The duration of the complex procedure was 30 minutes; there were 10 procedures per course, performed daily, 5 times a week.
Standard scales were used to assess the neurological status of patients before and after the course of treatment. To determine the severity of spinal injury in terms of sensitivity and muscle strength, the ASIA/ISNCSCI scale (International Standards for Neurological and Functional Classification of Spinal Cord Injury) was used. The Ashworth scale was used to determine muscle spasticity. The strength of the flexor and extensor muscles of the hips, legs and feet was assessed using the 6-point British Medical Research Council scale (Harrison scale) [15]. Also, the standard neurological examination included determining the level of hypo- and anesthesia, the presence of deep sensitivity and muscle-articular sensation.

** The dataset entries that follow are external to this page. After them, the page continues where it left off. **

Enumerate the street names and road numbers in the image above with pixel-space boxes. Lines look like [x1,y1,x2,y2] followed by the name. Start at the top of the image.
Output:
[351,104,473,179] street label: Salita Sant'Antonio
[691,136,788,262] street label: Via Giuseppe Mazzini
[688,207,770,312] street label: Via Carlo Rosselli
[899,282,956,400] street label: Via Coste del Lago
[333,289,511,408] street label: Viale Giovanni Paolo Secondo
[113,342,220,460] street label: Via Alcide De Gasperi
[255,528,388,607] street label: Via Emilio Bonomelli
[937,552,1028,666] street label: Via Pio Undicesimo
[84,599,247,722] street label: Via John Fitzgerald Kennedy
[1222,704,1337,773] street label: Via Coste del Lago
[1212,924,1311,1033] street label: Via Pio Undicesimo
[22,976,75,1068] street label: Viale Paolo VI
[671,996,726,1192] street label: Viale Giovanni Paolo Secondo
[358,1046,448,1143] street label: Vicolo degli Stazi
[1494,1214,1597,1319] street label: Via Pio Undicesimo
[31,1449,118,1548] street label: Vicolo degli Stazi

Patients filled out a urination diary, in which they noted the urge to urinate and its control. The amount of residual urine was monitored using bladder catheterization or ultrasound. All studies were carried out before the start of the rehabilitation course and immediately after its completion.
Statistical analysis of changes in muscle strength and sensitivity was performed using Student's t test and the nonparametric Wilcoxon test, comparing values for both legs of the patient without averaging them. Differences between indicators were considered statistically significant at p
<0.05 for each criterion. Other indicators were compared using the Mann-Whitney or Wilcoxon tests.
results
The average age of patients in the control group was 27.9±3.80 years, in the main group - 29.9±8.07 years. The average period after injury was 2.8±2.21 and 1.9±1.06 years in the control and main groups, respectively. There are no statistically significant differences between the groups in these parameters. Spasticity scores in the control and main groups were 2.7±0.39 and 2.1±0.35 points on the Ashworth scale, respectively. Initially, according to the scores of muscle strength, sensitivity, and recorded indicators of the urinary system, the groups were homogeneous among themselves and did not have statistically significant differences (see Tables 1 and 2).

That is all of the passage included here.